*** Opening of Input records ***
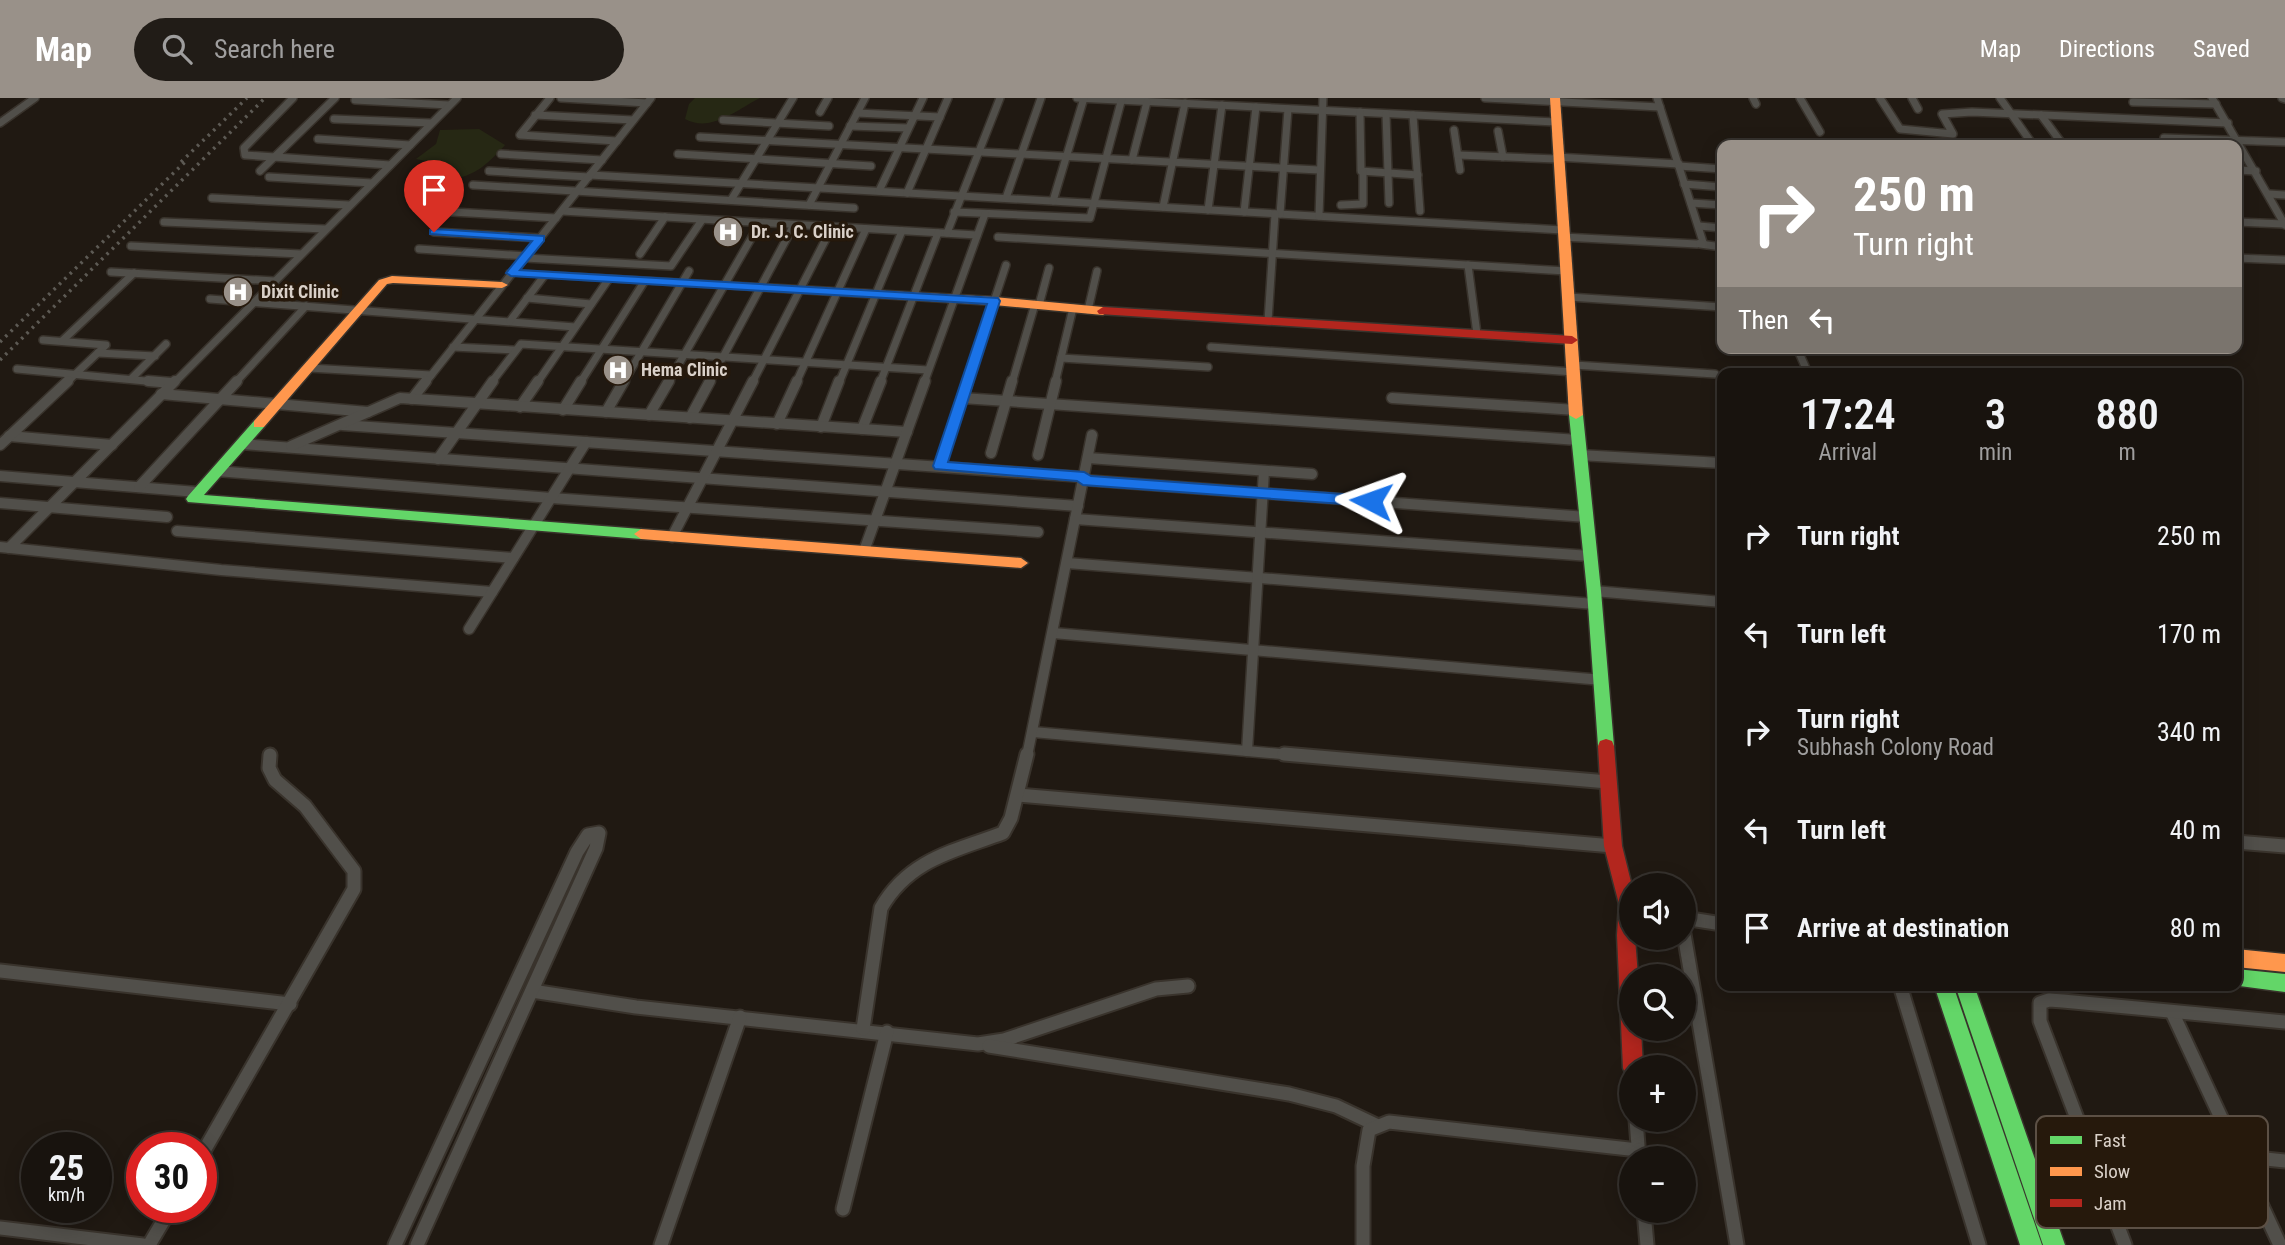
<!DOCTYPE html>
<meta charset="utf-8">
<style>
body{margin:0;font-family:"Roboto Condensed",sans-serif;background:#211c17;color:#f1f3f6;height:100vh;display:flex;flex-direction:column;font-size:26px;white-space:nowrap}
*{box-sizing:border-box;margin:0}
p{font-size:23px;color:#9f9e9e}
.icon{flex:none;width:38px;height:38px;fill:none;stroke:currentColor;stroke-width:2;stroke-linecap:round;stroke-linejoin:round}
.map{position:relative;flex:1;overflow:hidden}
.panel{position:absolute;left:1717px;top:270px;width:525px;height:623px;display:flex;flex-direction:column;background:#18130e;border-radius:14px;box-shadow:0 4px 18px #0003,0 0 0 2px #36322e}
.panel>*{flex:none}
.hud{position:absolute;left:1717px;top:42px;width:525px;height:214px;border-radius:14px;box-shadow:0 4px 18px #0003,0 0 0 2px #36322e;background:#999189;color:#fff;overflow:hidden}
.buttons{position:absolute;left:1619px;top:775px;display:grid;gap:14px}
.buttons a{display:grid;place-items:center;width:77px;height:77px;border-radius:50%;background:#18130e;box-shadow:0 4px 18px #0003,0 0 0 2px #36322e;font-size:35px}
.speed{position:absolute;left:21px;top:1034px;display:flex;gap:14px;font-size:35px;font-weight:700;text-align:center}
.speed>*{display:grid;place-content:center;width:91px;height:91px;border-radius:50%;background:#18130e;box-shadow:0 4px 18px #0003,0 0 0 2px #36322e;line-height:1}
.speed small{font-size:18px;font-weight:400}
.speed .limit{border:10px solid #d22;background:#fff;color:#111}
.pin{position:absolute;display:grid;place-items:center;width:60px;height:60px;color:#fff;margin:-72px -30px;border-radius:50% 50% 50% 0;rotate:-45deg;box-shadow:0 0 7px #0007}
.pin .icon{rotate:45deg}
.me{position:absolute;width:77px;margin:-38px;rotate:274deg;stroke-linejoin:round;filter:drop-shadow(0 0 5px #0008)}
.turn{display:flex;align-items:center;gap:24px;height:147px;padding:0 21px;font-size:32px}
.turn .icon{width:91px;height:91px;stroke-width:2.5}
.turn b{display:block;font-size:49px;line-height:60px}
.then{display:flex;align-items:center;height:66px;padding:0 21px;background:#0003;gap:14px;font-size:26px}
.eta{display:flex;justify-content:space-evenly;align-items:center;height:119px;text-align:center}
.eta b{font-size:42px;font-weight:600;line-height:49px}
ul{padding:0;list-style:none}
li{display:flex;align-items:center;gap:21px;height:98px;padding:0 21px}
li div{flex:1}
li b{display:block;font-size:26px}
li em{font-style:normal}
header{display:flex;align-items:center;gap:42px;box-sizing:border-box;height:98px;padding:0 35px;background:#999189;color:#fff}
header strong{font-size:33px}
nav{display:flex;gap:38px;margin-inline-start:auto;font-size:24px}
.search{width:490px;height:63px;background:#211c17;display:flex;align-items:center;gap:18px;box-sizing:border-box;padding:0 24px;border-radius:38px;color:#9f9e9e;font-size:26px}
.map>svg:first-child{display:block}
</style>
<header>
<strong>Map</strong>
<div class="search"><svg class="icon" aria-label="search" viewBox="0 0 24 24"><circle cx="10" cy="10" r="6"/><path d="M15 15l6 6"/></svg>Search here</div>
<nav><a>Map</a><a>Directions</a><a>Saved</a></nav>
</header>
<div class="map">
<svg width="2285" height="1147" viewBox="0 0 2285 1147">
<rect width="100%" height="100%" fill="#201912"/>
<g fill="#262814">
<path d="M695 0H760C736 12 711 35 685 21L689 6Z"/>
<path d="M479 31 505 47C485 69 471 82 441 81L436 65 416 61 436 46 440 32Z"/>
</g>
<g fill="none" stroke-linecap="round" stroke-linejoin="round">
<g stroke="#39332c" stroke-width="10">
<g id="street-far2">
<path d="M293 0 244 50 245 57 390 67"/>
<path d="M550 0 520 37 617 43"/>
<path d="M561 0 647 5"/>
<path d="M1077 0 1556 24"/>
<path d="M1485 0 1660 9"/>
<path d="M1753 0 1756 6"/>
<path d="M1800 0 1820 34"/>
<path d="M1880 0 1900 31 1953 36 1942 16 1972 14 2228 25"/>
<path d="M1912 0 1918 11"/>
<path d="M2000 0 2033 47"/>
<path d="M2212 0 2285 127"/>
<path d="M2282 0 2285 1"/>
<path d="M355 2 449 7"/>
<path d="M2133 4 2216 6"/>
<path d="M820 14 828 0"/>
<path d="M1360 14 1361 73 1418 77"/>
<path d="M857 15 940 19"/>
<path d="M1386 16 1389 105"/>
<path d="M535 17 633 22"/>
<path d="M1413 17 1420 113"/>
<path d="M2041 17 2063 47"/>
<path d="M334 21 431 25"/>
<path d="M723 22 829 28"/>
<path d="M0 25 35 0"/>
<path d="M850 28 908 30"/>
<path d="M1454 32 1460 72"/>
<path d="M1498 33 1503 59"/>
<path d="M700 39 1319 72"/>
<path d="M2164 40 2285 44"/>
<path d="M318 41 410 47"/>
<path d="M501 56 602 62"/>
<path d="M678 56 871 68"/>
<path d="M1458 57 1557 61"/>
<path d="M1556 59 1679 66"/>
<path d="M1132 62 1147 4"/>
<path d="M1679 68 1722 71"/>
<path d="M2236 72 2256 73"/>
<path d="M260 73 335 0"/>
<path d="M489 73 589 79"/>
<path d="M590 77 1562 132"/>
<path d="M269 79 372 85"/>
<path d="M1684 86 1722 89"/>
<path d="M473 87 854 110"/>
<path d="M879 93 923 0"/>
<path d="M907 95 948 0"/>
<path d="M2269 96 2285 97"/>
<path d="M212 100 349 107"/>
<path d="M1006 100 1041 0"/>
<path d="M731 102 793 0"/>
<path d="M1053 103 1084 0"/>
<path d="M1691 105 1722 107"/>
<path d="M809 107 865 0"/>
<path d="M1341 107 1363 106V74"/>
<path d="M1163 109 1185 5"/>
<path d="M1208 112 1222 7"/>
<path d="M562 113 977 137"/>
<path d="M452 114 556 120"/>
<path d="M954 114 1090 120 1122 0"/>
<path d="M1244 114 1256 9"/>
<path d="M1280 116 1288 11"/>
<path d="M1319 118 1323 0"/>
<path d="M164 124 325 131"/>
<path d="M2236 124 2284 126"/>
<path d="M1699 128 1722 130"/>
<path d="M434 134 540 140"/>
<path d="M947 135 1000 0"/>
<path d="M998 139 1566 173"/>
<path d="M1563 139 1697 146 1703 144 1657 0"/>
<path d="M1700 146 1722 149"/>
<path d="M131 148 301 156"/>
<path d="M419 151 527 158"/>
<path d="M640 156 665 119"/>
<path d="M525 160 671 168 702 122"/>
<path d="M2236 160 2285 162"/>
<path d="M1468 167 1477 236"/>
<path d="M111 174 275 183"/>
<path d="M1569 199 1722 209"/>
<path d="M527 200 591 206"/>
<path d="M210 201 575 229"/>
<path d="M1039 207 1049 170"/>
<path d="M1088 212 1097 173"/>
<path d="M510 223 544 178"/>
<path d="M1268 223 1275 116"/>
<path d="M43 242 106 247 66 285"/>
<path d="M62 243 134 175"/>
<path d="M453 249 514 252"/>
<path d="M1211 249 1574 274"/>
<path d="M1797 250 1808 275"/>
<path d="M98 255 155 258"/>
<path d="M1061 260 1208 269"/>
<path d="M1574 267 1715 276"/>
<path d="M309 270 431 277"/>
<path d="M17 271 167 285"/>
<path d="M131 281 166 246"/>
<path d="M174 285 457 0"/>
<path d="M235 285 306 208"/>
<path d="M425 285 651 0"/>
<path d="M491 285 521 246 928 272"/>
<path d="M537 285 608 182"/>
<path d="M580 285 644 184"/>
<path d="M623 285 689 173"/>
<path d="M668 285 760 125"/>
<path d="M709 285 794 127"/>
<path d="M752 285 832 129"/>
<path d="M796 285 866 131"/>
<path d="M839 285 902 133"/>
<path d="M880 285 938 135"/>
<path d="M924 285 985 116"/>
<path d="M967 285 1006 167"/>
<path d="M1012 285 1035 206"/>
<path d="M1055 285 1073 210"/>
</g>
</g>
<g stroke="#39332c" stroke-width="13">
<g id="street-far1">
<path d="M148 283 172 285"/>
<path d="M161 296 368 314"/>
<path d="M962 300 1578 342"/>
<path d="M1392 300 1576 312"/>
<path d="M412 301 426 283"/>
<path d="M520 309 538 283"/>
<path d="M563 312 581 283"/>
<path d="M606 314 624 283"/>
<path d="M649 317 669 283"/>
<path d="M690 320 710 283"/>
<path d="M777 326 797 283"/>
<path d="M342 327 1084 379"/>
<path d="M821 329 839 283"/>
<path d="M862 331 881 283"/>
<path d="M9 338 112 347"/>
<path d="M241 346 1078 408"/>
<path d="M0 347 68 283"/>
<path d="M291 348 400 300 907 334"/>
<path d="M991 355 1012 283"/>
<path d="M1038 357 1056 283"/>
<path d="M1579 357 1722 365"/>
<path d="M1088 360 1312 376"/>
<path d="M438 361 493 283"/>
<path d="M940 368 968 283"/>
<path d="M217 373 551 400 1038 434"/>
<path d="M0 378 197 394"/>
<path d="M1083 382 1587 419"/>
<path d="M139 389 237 283"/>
<path d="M0 405 167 419"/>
<path d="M1075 421 1590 458"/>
<path d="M177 433 513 460"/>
<path d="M672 439 753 283"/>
<path d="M0 449 221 472 492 494"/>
<path d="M9 450 175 283"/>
<path d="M864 453 925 283"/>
<path d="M1067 465 1595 506"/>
<path d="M1594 493 1722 504"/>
<path d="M469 531 586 344"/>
<path d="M1053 535 1602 582"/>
<path d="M1033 634 1304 658"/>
<path d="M1247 653 1264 373"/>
<path d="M1027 658 1092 337"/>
</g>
</g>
<g stroke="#39332c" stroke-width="17">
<g id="street">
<path d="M1284 656 1608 684"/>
<path d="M1018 697 1613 748"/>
<path d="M2236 744 2285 748"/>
<path d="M1684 820 1722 826"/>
<path d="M1684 836 1737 1147"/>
<path d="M0 873 290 906"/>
<path d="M1900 887 1979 1147"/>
<path d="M532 893 636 909 978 946 1004 942 1156 891 1188 888"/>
<path d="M2172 914 2280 1147"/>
<path d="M863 931 881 810C909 761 955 753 1003 735L1011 720 1027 656"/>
<path d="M989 948 1289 996 1336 1008 1376 1027"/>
<path d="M1636 1022 1639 1060"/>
<path d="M201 1058 354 791V773L305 708 275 682 269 670 270 657"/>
<path d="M2238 1058 2285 1063"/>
<path d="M843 1111 887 934"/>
<path d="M1644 1113 1647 1147"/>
<path d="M0 1130 143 1147"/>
<path d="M149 1147 171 1110"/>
<path d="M395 1147 577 754 588 737 599 735 596 750 417 1147"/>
<path d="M661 1147 740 919"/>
<path d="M1363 1147V1068L1369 1032 1389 1024 1638 1052"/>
<path d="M2125 1147 2040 923V905L2049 902 2063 903 2285 924"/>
</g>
</g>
<g stroke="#39332c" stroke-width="3">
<g id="fast">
<path d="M1576 313 1583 317 1601 493 1614 648 1612 653H1600L1598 648 1587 493 1569 317Z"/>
<path d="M259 322 264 323V329L204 397 641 431 648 436 641 441 188 404 186 401 188 398 254 323Z"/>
<path d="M2236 871 2285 876V894L2232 887H2236Z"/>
<path d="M1934 887H1953L2042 1147H2020Z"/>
<path d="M1955 887H1974L2065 1147H2043Z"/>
</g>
</g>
<g stroke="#39332c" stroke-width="3">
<g id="slow">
<path d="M1550 0H1560L1583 317 1576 321 1569 317Z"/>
<path d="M511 172 994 199 1103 209 1109 213 1103 217 994 207 507 177V173Z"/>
<path d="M392 178 502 184 508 187 502 190 393 185 387 186 264 329H254V323L379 182Z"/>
<path d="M641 431 1021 460 1028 465 1021 470 641 441 634 436Z"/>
<path d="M2236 851 2285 856V874L2236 869Z"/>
</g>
</g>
<g stroke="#39332c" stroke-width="3">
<g id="jam">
<path d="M1103 209 1572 238 1578 242 1572 246 1099 216 1097 213Z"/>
<path d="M1606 641 1612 643 1614 648 1622 748 1632 788 1631 840H1635L1638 878H1631V931H1641L1643 970H1631V979L1626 977 1623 970 1617 837 1619 806 1604 748 1598 648 1600 643Z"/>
</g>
</g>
<use href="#street-far2" stroke="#514f4a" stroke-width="7"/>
<use href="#street-far1" stroke="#514f4a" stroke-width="10"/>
<use href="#street" stroke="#514f4a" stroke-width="13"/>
<use href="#fast" fill="#63d668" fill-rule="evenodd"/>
<use href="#slow" fill="#ff974d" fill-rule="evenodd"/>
<use href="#jam" fill="#b3261e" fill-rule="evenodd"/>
<g stroke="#5d5a54" stroke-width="3.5" stroke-dasharray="2.5 5" stroke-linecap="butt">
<path d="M181 64 247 0"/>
<path d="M0 244 188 61"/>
<path d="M0 262 265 0"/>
</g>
</g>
<path fill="#1a73e8" stroke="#114b97" stroke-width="2" d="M434 131 544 138V143L520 172 998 200 1000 203 948 364 1084 374 1091 378 1371 398 1378 403 1371 408 1083 387 1077 383 935 371 933 368 987 206 511 178 506 175 532 143 430 136V132Z"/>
<defs>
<g id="hospital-disc" transform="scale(1.575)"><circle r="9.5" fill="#999189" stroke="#26190c"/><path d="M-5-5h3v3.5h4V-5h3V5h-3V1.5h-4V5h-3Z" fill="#fff"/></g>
</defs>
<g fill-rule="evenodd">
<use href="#hospital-disc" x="728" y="134"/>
<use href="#hospital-disc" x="238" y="194"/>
<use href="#hospital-disc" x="618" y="272"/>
</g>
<g text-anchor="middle" stroke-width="7" stroke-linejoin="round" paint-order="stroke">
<g font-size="18" font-weight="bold" fill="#dad1c9" stroke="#26190c" text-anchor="start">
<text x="751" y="140">Dr. J. C. Clinic</text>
<text x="261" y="200">Dixit Clinic</text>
<text x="641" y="278">Hema Clinic</text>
</g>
</g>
<rect x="2036" y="1018" width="232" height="112" rx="10" fill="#26190c" stroke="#5c5045" stroke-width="2"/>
<rect x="2050" y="1038" width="32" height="8" fill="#63d668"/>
<rect x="2050" y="1069" width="32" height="9" fill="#ff974d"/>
<rect x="2050" y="1101" width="32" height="8" fill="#b3261e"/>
<g font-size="19" fill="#dad1c9">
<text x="2094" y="1049">Fast</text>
<text x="2094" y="1080">Slow</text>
<text x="2094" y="1112">Jam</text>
</g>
</svg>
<div class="buttons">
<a><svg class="icon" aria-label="sound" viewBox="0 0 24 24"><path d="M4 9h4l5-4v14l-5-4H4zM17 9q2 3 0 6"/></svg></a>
<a><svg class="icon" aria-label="search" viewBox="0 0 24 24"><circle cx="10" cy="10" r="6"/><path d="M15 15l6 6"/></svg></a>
<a>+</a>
<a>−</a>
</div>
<div class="speed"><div>25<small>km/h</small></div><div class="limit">30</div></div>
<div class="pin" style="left:434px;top:134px;background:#d93025"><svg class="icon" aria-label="arrive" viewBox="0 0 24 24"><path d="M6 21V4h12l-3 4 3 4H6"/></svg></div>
<svg class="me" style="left:1371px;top:403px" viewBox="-20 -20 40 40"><path d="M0-17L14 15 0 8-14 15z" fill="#1a73e8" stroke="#fff" stroke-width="4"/></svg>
<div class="hud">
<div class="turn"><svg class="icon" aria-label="right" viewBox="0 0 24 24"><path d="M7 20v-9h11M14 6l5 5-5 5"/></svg><div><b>250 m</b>Turn right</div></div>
<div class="then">Then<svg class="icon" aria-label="left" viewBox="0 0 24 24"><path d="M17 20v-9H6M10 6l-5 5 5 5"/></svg></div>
</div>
<section class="panel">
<div class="eta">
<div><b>17:24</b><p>Arrival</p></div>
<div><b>3</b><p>min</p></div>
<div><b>880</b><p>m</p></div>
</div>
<ul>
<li><svg class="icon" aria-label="right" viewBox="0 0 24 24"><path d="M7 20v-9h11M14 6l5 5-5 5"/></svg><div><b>Turn right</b></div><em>250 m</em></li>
<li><svg class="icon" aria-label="left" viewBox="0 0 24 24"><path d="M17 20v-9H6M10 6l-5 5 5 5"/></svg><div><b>Turn left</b></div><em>170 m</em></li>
<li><svg class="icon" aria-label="right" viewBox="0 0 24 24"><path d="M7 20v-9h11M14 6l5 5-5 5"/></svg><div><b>Turn right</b><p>Subhash Colony Road</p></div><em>340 m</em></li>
<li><svg class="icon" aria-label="left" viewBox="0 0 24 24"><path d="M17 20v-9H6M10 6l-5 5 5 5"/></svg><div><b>Turn left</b></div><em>40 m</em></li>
<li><svg class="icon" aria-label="arrive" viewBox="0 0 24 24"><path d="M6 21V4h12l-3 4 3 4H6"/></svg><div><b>Arrive at destination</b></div><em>80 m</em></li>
</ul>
</section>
</div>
*** Close of Input records ***
### Problem statement
Please copy each line of the entries in which the word "overflow" shows up.

### Response area
.map{position:relative;flex:1;overflow:hidden}
.hud{position:absolute;left:1717px;top:42px;width:525px;height:214px;border-radius:14px;box-shadow:0 4px 18px #0003,0 0 0 2px #36322e;background:#999189;color:#fff;overflow:hidden}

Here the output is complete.